Data for the task –
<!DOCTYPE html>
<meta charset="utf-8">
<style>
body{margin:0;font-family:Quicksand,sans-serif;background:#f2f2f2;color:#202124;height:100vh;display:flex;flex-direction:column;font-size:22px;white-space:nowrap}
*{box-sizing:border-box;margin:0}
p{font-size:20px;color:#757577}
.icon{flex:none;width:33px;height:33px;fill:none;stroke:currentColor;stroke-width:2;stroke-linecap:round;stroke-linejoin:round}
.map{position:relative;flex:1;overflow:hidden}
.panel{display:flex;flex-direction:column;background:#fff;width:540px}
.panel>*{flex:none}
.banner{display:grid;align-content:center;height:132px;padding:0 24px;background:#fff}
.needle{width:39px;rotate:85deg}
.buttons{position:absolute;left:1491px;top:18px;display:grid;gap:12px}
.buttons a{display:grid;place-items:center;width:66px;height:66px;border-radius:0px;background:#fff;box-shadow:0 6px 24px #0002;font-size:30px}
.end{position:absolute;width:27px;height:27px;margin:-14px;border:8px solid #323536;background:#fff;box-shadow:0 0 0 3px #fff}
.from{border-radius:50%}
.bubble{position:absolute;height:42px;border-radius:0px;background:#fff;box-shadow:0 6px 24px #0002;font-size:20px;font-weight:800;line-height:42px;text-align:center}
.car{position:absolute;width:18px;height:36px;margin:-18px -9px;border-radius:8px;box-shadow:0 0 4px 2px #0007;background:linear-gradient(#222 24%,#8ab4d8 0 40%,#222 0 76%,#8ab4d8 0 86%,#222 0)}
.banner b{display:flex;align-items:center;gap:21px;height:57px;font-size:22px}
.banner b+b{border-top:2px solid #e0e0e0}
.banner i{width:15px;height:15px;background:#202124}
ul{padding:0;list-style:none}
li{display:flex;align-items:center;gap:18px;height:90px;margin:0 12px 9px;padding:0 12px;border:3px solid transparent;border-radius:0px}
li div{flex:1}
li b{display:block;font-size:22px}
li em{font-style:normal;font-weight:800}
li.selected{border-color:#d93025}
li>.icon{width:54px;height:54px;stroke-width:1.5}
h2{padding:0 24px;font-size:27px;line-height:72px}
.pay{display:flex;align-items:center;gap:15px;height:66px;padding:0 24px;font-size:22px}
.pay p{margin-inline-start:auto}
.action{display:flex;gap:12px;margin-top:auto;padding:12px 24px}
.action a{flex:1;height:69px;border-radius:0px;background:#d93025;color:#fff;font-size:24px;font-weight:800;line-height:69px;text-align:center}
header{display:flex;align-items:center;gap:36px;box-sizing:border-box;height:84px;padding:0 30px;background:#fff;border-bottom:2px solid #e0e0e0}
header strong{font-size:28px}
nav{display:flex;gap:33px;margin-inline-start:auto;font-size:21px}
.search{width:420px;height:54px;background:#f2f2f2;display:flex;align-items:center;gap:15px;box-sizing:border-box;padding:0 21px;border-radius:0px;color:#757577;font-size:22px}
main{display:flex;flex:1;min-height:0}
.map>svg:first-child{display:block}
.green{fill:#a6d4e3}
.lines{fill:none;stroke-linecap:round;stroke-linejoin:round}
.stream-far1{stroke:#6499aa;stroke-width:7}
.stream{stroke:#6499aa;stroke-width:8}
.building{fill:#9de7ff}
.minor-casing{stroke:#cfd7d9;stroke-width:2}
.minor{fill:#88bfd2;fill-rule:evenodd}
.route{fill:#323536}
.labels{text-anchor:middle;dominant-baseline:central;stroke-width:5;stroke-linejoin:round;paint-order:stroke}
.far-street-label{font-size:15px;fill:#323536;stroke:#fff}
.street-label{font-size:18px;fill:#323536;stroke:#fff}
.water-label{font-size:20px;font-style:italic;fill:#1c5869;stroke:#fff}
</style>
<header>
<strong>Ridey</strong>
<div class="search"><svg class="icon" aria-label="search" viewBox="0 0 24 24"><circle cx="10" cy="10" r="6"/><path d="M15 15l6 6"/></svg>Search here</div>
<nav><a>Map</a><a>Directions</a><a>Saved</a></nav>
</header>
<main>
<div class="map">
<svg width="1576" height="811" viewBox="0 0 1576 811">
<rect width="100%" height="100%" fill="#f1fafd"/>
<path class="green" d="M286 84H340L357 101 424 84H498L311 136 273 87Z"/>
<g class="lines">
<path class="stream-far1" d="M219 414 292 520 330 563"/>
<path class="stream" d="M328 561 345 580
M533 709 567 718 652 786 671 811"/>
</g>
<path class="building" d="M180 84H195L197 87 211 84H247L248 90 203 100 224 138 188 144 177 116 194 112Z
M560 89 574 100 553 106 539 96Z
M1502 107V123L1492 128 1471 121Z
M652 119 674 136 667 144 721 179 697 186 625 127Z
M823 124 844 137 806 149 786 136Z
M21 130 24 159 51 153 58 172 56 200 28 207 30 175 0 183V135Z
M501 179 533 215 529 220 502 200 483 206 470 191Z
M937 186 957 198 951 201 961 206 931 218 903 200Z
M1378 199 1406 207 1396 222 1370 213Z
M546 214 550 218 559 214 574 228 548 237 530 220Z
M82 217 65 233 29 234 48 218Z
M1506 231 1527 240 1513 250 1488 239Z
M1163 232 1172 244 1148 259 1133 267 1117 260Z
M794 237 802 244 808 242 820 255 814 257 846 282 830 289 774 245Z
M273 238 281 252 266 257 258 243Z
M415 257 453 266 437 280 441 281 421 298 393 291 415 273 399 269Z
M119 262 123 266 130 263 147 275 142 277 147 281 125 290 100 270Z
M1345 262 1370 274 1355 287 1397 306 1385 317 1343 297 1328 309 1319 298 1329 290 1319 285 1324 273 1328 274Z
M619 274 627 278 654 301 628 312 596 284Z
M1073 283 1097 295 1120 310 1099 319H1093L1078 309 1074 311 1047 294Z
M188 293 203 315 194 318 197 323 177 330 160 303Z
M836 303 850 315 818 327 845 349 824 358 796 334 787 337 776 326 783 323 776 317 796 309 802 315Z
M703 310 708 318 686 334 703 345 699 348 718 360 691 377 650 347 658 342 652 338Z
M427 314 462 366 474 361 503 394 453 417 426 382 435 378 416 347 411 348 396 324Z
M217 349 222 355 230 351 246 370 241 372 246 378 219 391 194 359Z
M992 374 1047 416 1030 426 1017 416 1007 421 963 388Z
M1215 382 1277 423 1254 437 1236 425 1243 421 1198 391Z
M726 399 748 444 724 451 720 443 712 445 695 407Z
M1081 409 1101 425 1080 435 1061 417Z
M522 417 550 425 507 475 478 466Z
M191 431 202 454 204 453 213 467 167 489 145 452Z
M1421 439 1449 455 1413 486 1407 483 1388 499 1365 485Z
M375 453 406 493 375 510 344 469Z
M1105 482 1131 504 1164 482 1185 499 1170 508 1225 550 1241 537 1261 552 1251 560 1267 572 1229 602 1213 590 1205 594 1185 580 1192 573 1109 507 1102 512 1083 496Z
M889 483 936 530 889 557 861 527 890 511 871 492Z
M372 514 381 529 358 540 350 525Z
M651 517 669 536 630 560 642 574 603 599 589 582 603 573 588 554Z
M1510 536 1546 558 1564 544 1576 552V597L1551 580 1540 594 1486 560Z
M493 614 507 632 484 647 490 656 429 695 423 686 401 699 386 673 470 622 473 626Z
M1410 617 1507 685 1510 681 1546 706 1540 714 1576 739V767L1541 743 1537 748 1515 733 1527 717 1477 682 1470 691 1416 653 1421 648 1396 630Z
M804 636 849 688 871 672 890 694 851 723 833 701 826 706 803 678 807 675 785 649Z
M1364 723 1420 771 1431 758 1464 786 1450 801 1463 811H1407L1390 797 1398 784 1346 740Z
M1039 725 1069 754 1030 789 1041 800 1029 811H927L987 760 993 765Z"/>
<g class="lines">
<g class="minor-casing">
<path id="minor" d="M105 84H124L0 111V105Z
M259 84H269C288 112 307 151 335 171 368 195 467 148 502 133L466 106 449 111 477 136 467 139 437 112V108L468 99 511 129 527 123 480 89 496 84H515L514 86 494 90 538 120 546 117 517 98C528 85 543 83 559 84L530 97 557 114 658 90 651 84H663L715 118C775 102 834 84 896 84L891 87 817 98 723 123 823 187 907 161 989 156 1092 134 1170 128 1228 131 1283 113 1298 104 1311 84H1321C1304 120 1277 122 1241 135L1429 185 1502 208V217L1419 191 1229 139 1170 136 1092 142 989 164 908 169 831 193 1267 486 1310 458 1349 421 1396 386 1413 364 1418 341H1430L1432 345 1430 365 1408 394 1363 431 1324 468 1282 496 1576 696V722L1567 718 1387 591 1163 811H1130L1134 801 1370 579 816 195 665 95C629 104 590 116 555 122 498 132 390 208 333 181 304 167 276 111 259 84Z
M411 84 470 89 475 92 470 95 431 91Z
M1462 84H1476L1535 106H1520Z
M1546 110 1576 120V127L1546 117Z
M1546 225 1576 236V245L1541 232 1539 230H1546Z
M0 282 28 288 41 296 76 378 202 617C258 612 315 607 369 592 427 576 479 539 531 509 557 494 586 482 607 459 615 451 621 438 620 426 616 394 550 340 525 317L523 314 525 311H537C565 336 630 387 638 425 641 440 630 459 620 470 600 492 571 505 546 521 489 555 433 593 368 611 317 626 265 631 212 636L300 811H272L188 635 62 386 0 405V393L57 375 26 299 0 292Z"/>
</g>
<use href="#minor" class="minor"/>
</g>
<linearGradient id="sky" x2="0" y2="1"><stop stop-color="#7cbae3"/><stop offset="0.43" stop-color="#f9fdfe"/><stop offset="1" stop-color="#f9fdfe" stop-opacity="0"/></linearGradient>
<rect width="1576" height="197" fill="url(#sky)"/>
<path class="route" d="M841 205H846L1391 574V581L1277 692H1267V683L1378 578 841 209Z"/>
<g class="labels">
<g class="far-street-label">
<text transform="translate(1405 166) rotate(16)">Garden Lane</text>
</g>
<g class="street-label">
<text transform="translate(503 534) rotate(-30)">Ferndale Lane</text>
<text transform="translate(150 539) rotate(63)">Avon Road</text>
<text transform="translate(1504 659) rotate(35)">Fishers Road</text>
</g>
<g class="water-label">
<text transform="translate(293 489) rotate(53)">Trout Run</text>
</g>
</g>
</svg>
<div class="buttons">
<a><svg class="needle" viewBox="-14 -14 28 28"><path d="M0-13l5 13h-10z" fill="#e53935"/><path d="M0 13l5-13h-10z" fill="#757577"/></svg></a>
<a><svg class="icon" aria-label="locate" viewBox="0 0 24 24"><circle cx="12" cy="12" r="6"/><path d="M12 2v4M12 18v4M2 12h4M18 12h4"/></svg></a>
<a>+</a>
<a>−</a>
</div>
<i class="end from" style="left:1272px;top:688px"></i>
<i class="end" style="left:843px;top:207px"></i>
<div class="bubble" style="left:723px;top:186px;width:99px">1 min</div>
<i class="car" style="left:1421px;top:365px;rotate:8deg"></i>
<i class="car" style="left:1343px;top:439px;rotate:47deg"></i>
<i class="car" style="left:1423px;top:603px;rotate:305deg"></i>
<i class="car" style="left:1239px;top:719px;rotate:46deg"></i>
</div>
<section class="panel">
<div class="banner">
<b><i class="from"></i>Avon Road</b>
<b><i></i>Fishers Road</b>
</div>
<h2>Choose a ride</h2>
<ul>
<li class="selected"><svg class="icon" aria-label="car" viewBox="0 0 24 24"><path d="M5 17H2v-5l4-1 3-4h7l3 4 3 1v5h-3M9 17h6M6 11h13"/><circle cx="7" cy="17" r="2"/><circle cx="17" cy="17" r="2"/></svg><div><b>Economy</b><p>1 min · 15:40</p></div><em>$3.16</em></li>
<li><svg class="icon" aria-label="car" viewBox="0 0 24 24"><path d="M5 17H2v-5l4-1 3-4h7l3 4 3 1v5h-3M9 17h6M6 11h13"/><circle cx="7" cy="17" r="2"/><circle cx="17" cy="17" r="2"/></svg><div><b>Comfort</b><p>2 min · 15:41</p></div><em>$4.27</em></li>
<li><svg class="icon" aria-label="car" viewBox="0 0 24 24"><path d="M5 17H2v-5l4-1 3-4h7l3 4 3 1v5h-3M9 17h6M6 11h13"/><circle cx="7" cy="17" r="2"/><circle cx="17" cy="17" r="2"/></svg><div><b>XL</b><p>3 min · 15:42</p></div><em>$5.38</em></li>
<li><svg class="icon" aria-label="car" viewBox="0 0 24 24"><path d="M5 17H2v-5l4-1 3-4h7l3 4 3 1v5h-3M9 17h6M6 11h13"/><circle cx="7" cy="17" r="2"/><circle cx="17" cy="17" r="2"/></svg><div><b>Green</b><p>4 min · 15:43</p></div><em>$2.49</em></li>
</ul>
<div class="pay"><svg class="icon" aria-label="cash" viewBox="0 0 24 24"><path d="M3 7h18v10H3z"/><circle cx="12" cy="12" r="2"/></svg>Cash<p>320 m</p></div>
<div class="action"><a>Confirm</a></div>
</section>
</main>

To do –
Make a list of all lines in the data that contain "transform".

Output of the task –
<text transform="translate(1405 166) rotate(16)">Garden Lane</text>
<text transform="translate(503 534) rotate(-30)">Ferndale Lane</text>
<text transform="translate(150 539) rotate(63)">Avon Road</text>
<text transform="translate(1504 659) rotate(35)">Fishers Road</text>
<text transform="translate(293 489) rotate(53)">Trout Run</text>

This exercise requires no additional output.